Try it: For the listing that follows, give again exactly the lines from the one with "display:flex; justify-content:space-between; align-items:center;" to the one with "text-anchor:middle; dominant-baseline:central; stroke-width:8;", including both.

Extracted entries:
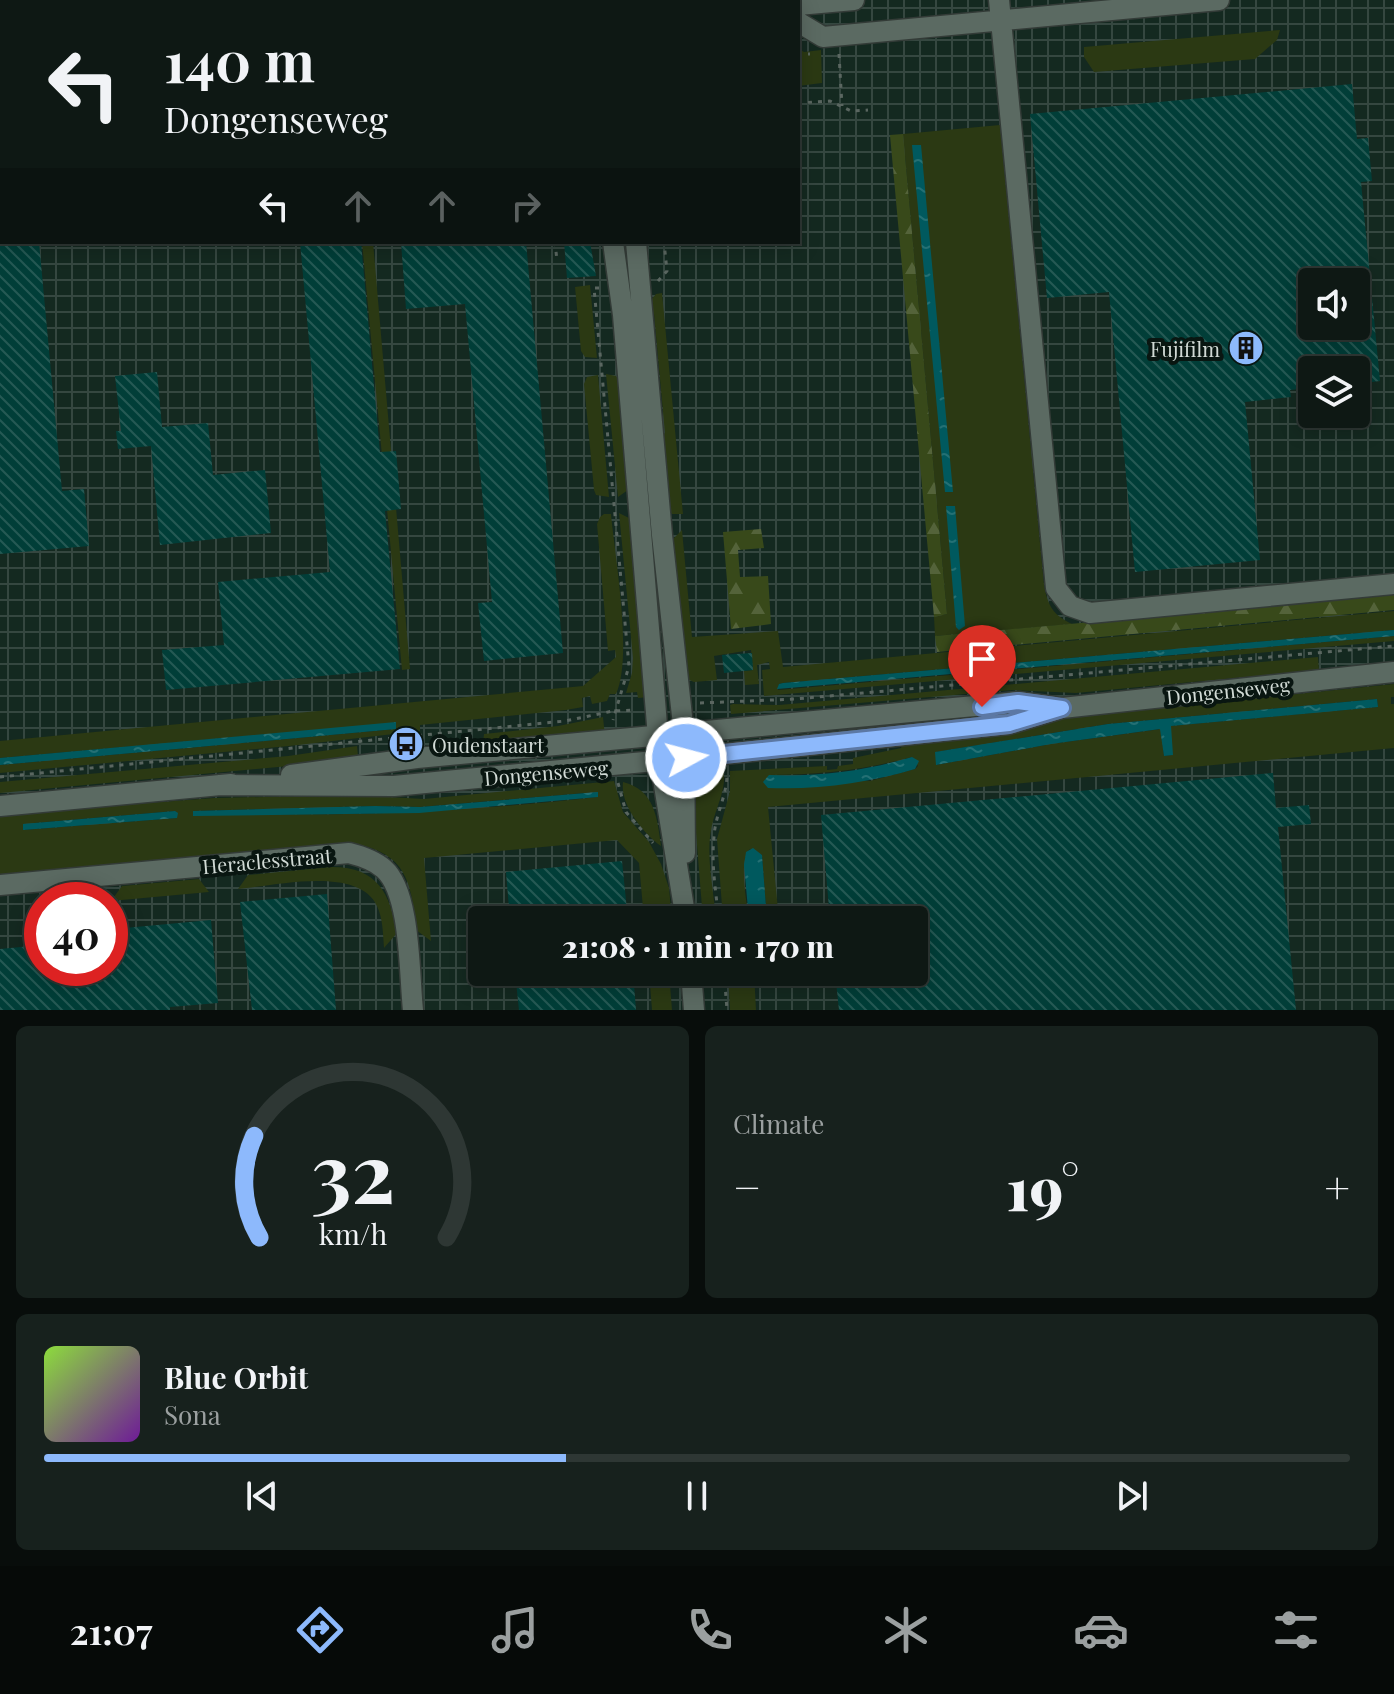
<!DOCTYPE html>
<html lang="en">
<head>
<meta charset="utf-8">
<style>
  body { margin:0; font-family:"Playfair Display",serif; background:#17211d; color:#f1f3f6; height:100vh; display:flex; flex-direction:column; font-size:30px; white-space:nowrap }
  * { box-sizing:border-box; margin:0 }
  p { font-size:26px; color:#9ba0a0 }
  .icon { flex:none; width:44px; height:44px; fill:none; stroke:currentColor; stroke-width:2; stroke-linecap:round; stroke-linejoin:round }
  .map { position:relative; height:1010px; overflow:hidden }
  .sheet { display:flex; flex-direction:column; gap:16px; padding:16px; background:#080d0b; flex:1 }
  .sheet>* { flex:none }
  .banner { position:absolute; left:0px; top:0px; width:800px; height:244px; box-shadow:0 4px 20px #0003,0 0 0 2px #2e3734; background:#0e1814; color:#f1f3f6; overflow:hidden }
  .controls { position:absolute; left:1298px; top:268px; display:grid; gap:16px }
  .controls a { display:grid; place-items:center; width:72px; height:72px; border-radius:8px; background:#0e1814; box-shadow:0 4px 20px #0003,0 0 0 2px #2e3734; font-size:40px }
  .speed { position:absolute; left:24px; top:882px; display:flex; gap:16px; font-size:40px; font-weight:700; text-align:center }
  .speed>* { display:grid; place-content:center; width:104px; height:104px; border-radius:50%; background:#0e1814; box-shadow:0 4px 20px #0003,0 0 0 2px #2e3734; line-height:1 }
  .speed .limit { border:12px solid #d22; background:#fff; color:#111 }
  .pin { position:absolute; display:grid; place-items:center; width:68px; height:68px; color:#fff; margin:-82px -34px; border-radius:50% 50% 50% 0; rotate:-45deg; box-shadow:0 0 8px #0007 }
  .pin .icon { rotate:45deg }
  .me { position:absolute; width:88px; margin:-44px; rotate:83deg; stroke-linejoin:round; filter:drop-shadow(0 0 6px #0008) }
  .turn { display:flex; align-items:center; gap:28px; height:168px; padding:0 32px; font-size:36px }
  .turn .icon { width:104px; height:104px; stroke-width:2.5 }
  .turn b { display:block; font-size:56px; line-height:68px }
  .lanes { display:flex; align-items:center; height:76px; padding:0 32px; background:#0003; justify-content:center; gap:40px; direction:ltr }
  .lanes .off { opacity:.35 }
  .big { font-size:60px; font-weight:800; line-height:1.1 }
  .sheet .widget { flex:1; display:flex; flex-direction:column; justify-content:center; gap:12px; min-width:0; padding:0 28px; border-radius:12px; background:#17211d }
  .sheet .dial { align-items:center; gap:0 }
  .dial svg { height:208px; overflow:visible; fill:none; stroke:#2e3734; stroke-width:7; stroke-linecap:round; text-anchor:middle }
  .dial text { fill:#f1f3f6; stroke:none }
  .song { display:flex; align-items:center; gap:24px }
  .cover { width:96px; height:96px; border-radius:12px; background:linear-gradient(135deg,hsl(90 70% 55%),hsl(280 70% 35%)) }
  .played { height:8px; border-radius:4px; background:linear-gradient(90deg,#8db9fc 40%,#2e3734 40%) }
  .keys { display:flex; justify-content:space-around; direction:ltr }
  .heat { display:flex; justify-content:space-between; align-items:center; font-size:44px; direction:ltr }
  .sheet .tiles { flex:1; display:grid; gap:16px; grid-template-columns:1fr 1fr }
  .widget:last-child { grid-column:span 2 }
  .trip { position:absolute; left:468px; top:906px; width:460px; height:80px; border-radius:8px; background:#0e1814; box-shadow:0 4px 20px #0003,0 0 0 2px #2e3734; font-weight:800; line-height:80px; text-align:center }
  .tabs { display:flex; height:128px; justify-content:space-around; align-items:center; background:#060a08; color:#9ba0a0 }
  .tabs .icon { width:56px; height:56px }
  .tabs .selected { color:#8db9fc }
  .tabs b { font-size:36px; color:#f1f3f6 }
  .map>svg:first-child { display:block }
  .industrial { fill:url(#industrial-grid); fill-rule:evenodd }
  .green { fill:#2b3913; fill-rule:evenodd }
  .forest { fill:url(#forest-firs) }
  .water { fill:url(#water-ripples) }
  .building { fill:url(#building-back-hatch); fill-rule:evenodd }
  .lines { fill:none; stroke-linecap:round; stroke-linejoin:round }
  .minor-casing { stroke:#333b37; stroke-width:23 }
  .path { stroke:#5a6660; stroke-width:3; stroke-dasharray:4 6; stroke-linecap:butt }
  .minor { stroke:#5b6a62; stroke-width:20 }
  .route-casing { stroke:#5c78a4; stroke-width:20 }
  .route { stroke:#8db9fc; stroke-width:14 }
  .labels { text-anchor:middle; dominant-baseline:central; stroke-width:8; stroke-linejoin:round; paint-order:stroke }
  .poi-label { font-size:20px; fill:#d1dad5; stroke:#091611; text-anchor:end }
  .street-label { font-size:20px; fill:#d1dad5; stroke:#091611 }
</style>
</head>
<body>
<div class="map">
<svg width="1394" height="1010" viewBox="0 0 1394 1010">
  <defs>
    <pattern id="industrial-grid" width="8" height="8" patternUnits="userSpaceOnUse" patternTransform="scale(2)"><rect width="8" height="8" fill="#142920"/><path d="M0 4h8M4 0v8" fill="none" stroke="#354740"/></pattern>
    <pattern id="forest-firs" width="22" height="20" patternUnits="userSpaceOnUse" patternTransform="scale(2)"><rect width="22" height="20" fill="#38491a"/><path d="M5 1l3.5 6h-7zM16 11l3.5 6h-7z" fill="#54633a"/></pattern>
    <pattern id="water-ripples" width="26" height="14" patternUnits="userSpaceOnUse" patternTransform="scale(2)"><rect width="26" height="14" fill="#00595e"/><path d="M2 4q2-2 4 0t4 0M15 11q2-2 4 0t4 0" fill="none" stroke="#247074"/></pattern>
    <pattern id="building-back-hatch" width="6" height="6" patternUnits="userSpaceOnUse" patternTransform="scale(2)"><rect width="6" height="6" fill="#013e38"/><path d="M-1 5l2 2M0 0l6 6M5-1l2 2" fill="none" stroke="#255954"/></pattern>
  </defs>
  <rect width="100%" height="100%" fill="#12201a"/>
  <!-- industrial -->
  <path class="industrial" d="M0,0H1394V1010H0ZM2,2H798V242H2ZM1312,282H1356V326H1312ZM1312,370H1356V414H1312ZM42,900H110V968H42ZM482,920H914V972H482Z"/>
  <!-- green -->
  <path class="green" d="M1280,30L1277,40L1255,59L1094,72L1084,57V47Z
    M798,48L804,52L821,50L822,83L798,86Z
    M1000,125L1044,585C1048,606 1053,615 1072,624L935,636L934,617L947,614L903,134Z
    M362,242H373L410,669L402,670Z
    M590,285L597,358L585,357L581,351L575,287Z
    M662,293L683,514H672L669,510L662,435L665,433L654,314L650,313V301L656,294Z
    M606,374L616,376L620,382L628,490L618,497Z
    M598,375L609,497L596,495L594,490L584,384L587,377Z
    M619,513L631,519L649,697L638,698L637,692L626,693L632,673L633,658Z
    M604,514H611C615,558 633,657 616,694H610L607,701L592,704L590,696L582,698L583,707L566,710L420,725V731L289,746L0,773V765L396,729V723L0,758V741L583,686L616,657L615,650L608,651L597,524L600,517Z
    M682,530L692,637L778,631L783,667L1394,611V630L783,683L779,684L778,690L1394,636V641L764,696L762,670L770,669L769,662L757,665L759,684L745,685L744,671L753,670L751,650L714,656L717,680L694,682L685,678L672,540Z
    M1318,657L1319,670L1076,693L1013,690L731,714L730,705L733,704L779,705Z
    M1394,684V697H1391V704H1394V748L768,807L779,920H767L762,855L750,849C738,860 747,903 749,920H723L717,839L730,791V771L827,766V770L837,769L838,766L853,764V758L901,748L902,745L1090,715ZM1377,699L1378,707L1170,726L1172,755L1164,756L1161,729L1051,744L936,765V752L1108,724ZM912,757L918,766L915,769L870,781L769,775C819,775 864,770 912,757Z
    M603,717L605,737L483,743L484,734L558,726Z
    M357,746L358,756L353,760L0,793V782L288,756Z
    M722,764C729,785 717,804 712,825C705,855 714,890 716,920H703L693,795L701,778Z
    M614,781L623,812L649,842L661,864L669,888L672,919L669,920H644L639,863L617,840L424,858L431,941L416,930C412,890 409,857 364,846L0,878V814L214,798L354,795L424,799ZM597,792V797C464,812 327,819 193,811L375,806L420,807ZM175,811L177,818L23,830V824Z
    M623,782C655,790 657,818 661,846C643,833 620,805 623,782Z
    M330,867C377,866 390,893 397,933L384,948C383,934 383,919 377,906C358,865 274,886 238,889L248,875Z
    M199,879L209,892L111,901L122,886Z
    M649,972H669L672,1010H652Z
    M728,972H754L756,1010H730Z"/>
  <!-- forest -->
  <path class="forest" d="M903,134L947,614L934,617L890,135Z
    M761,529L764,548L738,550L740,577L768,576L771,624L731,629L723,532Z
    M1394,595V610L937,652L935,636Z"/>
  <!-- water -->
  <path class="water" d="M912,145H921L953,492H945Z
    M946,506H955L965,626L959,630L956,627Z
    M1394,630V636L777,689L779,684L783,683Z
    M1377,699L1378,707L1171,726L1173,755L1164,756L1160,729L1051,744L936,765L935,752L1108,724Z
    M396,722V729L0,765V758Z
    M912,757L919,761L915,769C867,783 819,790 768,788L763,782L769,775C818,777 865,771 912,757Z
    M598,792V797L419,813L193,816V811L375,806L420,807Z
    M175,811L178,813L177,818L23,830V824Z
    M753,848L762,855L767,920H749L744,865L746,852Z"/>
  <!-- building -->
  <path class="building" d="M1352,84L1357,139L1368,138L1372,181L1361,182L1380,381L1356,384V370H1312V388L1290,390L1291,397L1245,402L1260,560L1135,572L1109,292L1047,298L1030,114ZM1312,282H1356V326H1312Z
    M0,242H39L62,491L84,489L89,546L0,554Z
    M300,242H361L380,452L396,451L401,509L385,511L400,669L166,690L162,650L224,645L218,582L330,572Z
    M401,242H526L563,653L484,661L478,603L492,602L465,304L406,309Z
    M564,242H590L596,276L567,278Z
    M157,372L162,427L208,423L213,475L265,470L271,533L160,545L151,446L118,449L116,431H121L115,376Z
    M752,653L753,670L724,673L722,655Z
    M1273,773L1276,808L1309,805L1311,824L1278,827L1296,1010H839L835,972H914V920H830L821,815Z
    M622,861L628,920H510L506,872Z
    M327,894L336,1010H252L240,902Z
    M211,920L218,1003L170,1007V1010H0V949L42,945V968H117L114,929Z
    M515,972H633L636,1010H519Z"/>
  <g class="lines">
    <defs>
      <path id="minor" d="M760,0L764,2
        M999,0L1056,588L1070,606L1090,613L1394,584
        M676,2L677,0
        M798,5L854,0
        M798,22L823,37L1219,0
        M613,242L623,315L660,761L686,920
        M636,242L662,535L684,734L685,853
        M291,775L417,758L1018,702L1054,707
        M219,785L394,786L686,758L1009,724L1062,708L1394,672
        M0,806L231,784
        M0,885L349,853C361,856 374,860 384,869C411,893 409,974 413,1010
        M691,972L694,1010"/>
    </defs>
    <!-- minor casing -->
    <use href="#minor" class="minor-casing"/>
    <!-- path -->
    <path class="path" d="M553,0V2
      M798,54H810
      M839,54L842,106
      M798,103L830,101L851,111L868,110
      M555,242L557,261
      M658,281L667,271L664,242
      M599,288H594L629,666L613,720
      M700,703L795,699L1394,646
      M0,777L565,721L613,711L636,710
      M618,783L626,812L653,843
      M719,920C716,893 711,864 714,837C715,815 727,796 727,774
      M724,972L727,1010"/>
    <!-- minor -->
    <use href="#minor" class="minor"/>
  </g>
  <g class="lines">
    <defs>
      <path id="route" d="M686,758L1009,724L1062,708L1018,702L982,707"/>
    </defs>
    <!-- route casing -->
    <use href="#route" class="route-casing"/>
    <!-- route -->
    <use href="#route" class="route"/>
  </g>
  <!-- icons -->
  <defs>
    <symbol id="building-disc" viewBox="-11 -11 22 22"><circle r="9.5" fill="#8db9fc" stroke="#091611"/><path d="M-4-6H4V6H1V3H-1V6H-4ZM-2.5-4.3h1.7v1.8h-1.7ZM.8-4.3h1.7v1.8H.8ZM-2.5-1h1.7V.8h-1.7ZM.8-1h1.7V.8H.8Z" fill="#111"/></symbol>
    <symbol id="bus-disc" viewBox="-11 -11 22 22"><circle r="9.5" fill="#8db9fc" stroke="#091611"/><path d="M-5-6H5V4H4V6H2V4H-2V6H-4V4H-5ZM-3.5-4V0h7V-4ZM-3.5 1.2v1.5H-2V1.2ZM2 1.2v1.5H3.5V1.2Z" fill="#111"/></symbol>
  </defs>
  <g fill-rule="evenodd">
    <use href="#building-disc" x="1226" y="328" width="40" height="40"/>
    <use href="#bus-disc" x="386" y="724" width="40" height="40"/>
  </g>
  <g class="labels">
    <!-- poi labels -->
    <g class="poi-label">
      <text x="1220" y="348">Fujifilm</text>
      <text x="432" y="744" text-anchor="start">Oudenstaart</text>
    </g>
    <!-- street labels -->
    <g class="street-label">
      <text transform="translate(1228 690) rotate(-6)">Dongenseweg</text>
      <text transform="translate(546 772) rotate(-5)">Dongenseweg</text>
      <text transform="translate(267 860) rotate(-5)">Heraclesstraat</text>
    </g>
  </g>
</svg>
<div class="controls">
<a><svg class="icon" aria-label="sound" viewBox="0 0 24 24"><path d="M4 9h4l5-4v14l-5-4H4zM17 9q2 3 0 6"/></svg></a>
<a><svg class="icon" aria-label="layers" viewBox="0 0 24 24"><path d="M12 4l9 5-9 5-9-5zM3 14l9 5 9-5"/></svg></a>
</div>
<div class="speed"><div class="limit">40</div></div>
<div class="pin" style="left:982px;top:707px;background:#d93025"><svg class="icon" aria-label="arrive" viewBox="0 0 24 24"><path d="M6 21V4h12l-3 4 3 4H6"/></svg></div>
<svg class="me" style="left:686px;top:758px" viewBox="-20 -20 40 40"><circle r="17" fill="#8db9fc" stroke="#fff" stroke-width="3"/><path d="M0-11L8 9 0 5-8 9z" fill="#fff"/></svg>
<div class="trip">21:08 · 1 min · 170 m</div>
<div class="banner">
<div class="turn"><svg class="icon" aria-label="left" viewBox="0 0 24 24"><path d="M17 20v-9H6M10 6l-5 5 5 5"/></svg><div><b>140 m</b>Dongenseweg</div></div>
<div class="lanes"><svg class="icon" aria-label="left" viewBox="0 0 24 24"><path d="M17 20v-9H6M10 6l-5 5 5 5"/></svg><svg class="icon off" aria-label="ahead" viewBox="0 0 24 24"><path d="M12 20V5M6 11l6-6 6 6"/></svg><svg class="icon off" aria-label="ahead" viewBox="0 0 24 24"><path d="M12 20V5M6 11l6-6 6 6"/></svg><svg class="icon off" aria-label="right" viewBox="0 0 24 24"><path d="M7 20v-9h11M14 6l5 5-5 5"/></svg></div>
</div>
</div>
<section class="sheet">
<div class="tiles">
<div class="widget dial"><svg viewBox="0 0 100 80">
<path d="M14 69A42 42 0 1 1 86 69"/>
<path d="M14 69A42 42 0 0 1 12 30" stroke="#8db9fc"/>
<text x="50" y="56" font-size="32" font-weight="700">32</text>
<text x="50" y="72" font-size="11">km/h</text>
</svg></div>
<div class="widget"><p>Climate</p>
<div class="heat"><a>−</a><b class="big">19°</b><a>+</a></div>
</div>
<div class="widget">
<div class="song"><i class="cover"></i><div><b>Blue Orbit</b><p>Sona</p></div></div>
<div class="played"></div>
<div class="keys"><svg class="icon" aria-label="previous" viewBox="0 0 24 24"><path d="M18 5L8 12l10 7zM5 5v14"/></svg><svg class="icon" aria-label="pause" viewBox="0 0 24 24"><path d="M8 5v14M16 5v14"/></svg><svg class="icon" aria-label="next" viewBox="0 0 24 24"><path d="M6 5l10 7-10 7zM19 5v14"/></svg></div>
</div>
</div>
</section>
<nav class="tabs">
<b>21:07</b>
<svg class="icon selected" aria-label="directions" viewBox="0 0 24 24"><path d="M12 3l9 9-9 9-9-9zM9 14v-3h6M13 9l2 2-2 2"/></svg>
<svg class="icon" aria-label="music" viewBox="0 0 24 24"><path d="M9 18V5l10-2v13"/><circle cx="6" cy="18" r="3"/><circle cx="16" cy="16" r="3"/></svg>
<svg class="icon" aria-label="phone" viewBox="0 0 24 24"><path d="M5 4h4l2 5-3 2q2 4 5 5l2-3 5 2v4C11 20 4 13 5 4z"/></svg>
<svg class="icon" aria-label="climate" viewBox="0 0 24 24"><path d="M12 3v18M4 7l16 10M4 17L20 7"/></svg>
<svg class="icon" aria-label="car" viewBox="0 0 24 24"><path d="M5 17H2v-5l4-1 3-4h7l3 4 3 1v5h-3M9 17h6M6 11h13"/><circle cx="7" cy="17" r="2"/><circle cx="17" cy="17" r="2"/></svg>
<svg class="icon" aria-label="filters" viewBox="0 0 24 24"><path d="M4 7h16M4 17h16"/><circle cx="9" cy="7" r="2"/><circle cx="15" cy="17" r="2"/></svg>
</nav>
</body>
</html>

Output for this exercise:
  .heat { display:flex; justify-content:space-between; align-items:center; font-size:44px; direction:ltr }
  .sheet .tiles { flex:1; display:grid; gap:16px; grid-template-columns:1fr 1fr }
  .widget:last-child { grid-column:span 2 }
  .trip { position:absolute; left:468px; top:906px; width:460px; height:80px; border-radius:8px; background:#0e1814; box-shadow:0 4px 20px #0003,0 0 0 2px #2e3734; font-weight:800; line-height:80px; text-align:center }
  .tabs { display:flex; height:128px; justify-content:space-around; align-items:center; background:#060a08; color:#9ba0a0 }
  .tabs .icon { width:56px; height:56px }
  .tabs .selected { color:#8db9fc }
  .tabs b { font-size:36px; color:#f1f3f6 }
  .map>svg:first-child { display:block }
  .industrial { fill:url(#industrial-grid); fill-rule:evenodd }
  .green { fill:#2b3913; fill-rule:evenodd }
  .forest { fill:url(#forest-firs) }
  .water { fill:url(#water-ripples) }
  .building { fill:url(#building-back-hatch); fill-rule:evenodd }
  .lines { fill:none; stroke-linecap:round; stroke-linejoin:round }
  .minor-casing { stroke:#333b37; stroke-width:23 }
  .path { stroke:#5a6660; stroke-width:3; stroke-dasharray:4 6; stroke-linecap:butt }
  .minor { stroke:#5b6a62; stroke-width:20 }
  .route-casing { stroke:#5c78a4; stroke-width:20 }
  .route { stroke:#8db9fc; stroke-width:14 }
  .labels { text-anchor:middle; dominant-baseline:central; stroke-width:8; stroke-linejoin:round; paint-order:stroke }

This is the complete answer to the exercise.